The question is whether the second book is going to make the
experience of the first better, or simply tie up the loose ends. I'm
not interested in just answering people's questions. It needs to
stand on its own.
In
BIGGER THAN A BREAD BOX, readers meet Rebecca, 12, who is struggling
with her parents’ separation. Living with her grandmother, she
stumbles across a bread box that grants her wishes. At first, this
magic box seems like a dream come true, until Rebecca realizes that
the box has a sinister method of producing the things she wants. It
almost felt that this bread box was its own character. How did you
create a character out of an inanimate object?
The
bread box was actually the beginning of the book! I often begin a
story with a question or a catalyst, and then I have to build the
characters who will serve as the engine for the actual plot. That's
exactly what happened in this case.
I
wouldn't say I thought of the box as a character, while writing. But
it makes sense you read it that way. Rebecca certainly has a
relationship with the bread box, a struggle. It's teaching her
something, and she's fighting with it.
You know what's
interesting? Originally, that book had another character, a boy named
Japheth. He became Rebecca's friend in Atlanta, and shared the
adventure with her. But I had to remove him, because it felt like he
was keeping her from getting lonely/sad enough to really do what she
needed to do. I wonder if maybe I channeled that friend-energy into
the box, when I took Japheth away. Hmmm.
In
SEVEN STORIES UP, Annie accompanies her mother to meet her dying
grandmother, a hotel heiress, for the first time. It seems that
Annie’s mother and grandmother have never been close. Then Annie
time travels to 1937 and befriends her grandmother as a young girl.

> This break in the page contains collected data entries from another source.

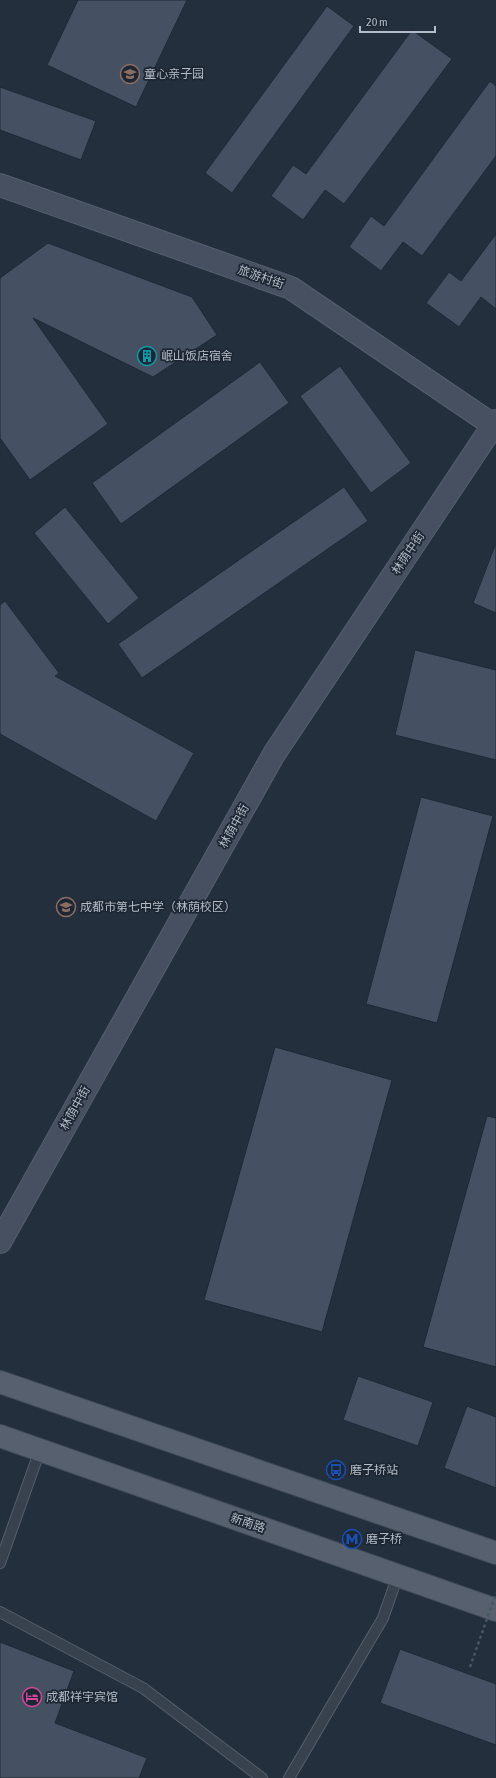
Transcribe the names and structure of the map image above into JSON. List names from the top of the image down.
{
  "streets": {
    "main road": ["新南路"],
    "street": ["旅游村街", "林荫中街"]
  },
  "crossings": [
    ["旅游村街", "林荫中街"]
  ],
  "places": {
    "school or university": ["童心亲子园", "成都市第七中学（林荫校区）"],
    "building": ["岷山饭店宿舍"],
    "bus stop": ["磨子桥站"],
    "metro station": ["磨子桥"],
    "hotel": ["成都祥宇宾馆"]
  },
  "scale_bar": "20 m"
}
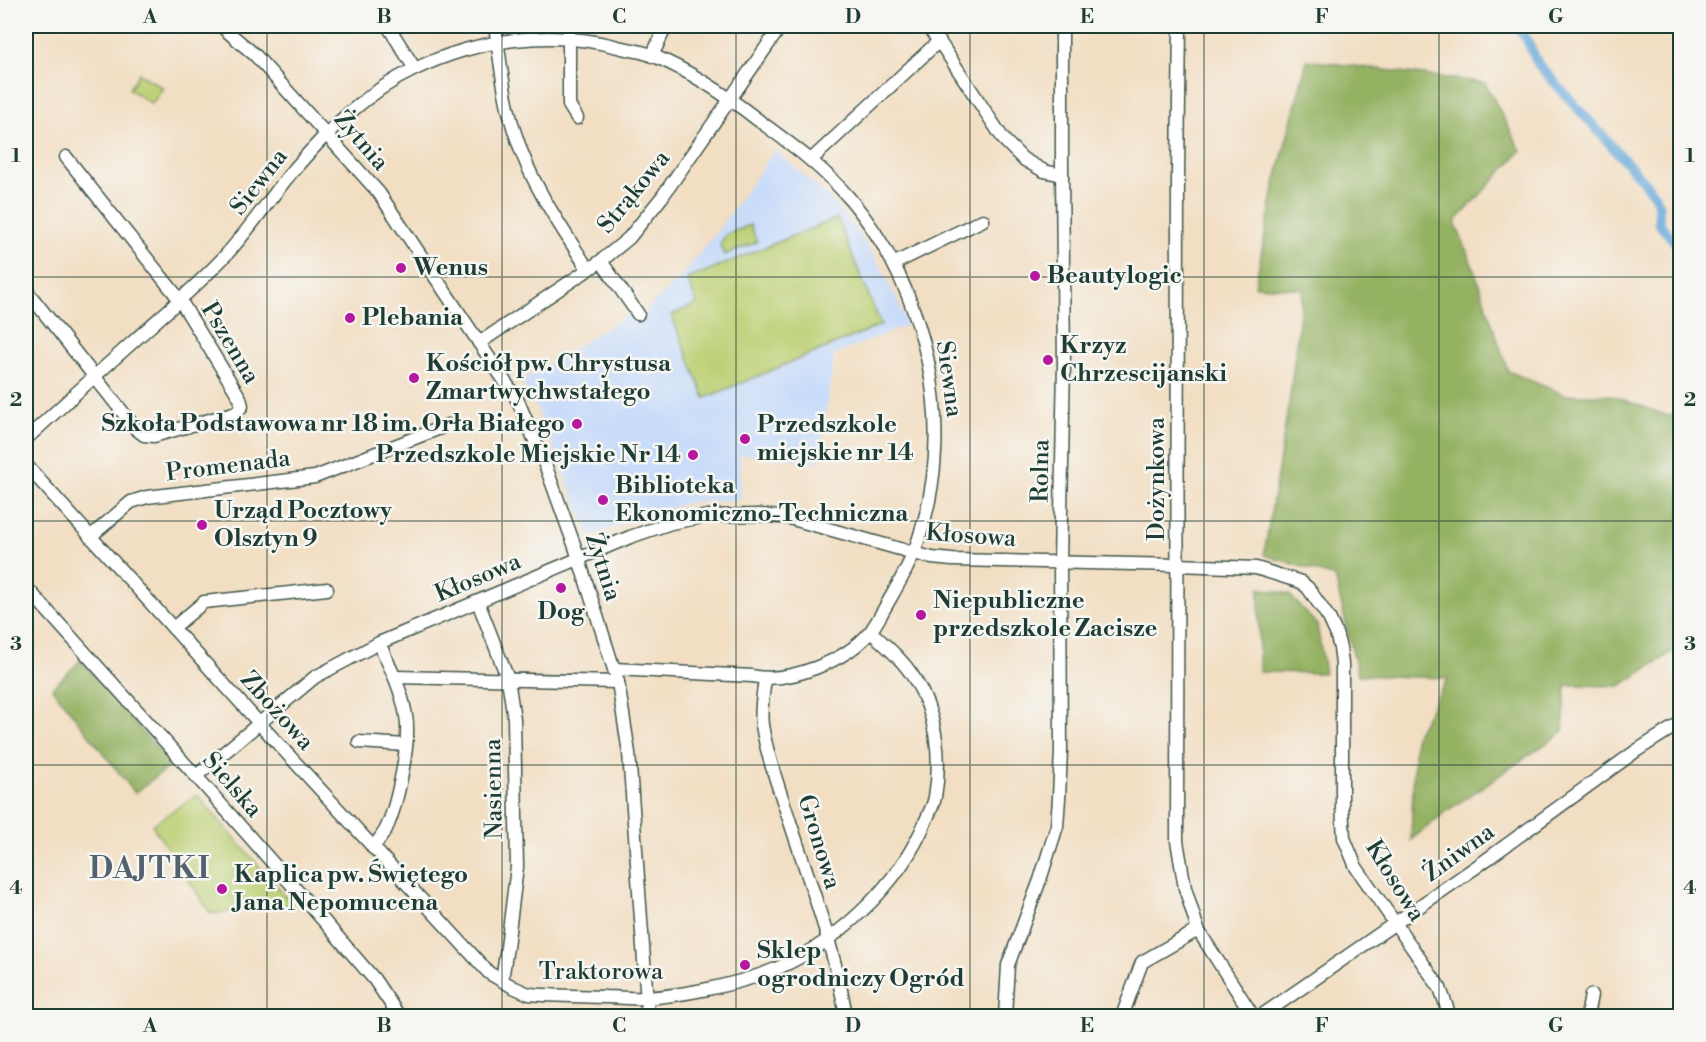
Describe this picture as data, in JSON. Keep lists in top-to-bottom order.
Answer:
{
  "streets": {
    "street": [
      "Żytnia",
      "Siewna",
      "Strąkowa",
      "Pszenna",
      "Promenada",
      "Rolna",
      "Dożynkowa",
      "Kłosowa",
      "Zbożowa",
      "Sielska",
      "Nasienna",
      "Gronowa",
      "Żniwna",
      "Traktorowa"
    ]
  },
  "crossings": [
    ["Żytnia", "Siewna"],
    ["Żytnia", "Strąkowa"],
    ["Żytnia", "Kłosowa"],
    ["Żytnia", "Traktorowa"],
    ["Siewna", "Strąkowa"],
    ["Siewna", "Pszenna"],
    ["Siewna", "Kłosowa"],
    ["Siewna", "Gronowa"],
    ["Siewna", "Traktorowa"],
    ["Promenada", "Zbożowa"],
    ["Rolna", "Kłosowa"],
    ["Dożynkowa", "Kłosowa"],
    ["Kłosowa", "Zbożowa"],
    ["Kłosowa", "Sielska"],
    ["Kłosowa", "Nasienna"],
    ["Kłosowa", "Żniwna"],
    ["Zbożowa", "Nasienna"],
    ["Zbożowa", "Traktorowa"],
    ["Nasienna", "Traktorowa"],
    ["Gronowa", "Traktorowa"]
  ],
  "districts": ["DAJTKI"],
  "places": [
    "Wenus",
    "Beautylogic",
    "Plebania",
    "Krzyz Chrzescijanski",
    "Kościół pw. Chrystusa Zmartwychwstałego",
    "Szkoła Podstawowa nr 18 im. Orła Białego",
    "Przedszkole miejskie nr 14",
    "Przedszkole Miejskie Nr 14",
    "Biblioteka Ekonomiczno-Techniczna",
    "Urząd Pocztowy Olsztyn 9",
    "Dog",
    "Niepubliczne przedszkole Zacisze",
    "Kaplica pw. Świętego Jana Nepomucena",
    "Sklep ogrodniczy Ogród"
  ],
  "grid": {
    "columns": [
      "A",
      "B",
      "C",
      "D",
      "E",
      "F",
      "G"
    ],
    "rows": [
      "1",
      "2",
      "3",
      "4"
    ]
  }
}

In doing so, she alters history where it matters the most.
In
the Author’s Note at the end of the SEVEN STORIES UP, you shared
that you had to check all your facts about history, from finding out
the price of a candy bar to learning about Ferris wheels. How did you
research these historical details?
Oh,
wow. It took forever. I'm not really a researcher or nonfiction
writer by nature, and I seriously underestimated the amount of effort
involved. My hat is off to people who write historical fiction for
real! This book actually fell behind schedule and was published late
because of all the time involved.
I used Google a lot, to
be honest. And I kept a Pinterest page with maps and old ephemera I
found, that helped me with the visuals and world-building. But in the
end, I had to go to the library. Because there's just too much
online, and I found myself falling down rabbit holes. At the end of
the day, an Encyclopedia is a very useful tool. Sometimes, less is
more.
In
your middle grade books (e.g. ORPHAN ISLAND, BIGGER THAN A BREAD
BOX,and SEVEN STORIES UP) are an element of magic and fantasy. What
rules do you adhere to when you incorporate magical realism into your
work? (I hope magical realism is the right term to use.)
People
call my books Magical Realism a lot, and I don't think that's exactly
correct, from an academic standpoint, but it works.
I
think the main thing is that you need to establish a logic to the
individual magical system in the book. And you need to deal with any
consequences that arise. If you bring a unicorn in through the
window, you need to know how it got there, whether there are more
unicorns waiting in the wings, and what, exactly, a unicorn is. Then
you need to then feed the unicorn, deal with the unicorn poo, etc. I
actually really love that part of the job-- figuring out that other
world/logic.
THE
FOREVER GARDEN tells a sweet story about how a garden can grow on
even when its original owner leaves it behind. The CHARLIE &
MOUSE books detail the experiences and musings of two young brothers.
How
does your writing style differ between writing a picture book such as
THE FOREVER GARDEN and early readers, such as the CHARLIE & MOUSE
books?
Hmmm.
I'm not sure it does, really. I mean, the CHARLIE & MOUSE books
are about my own kids, and so I have a sense of them as ongoing. I
could write them forever, because my kids have adventures that
inspire me daily. But I'm not sure the actual process of writing them
is different.
Though, now that I've said that... I might
say that Charlie and Mouse are character-driven (more like a novel).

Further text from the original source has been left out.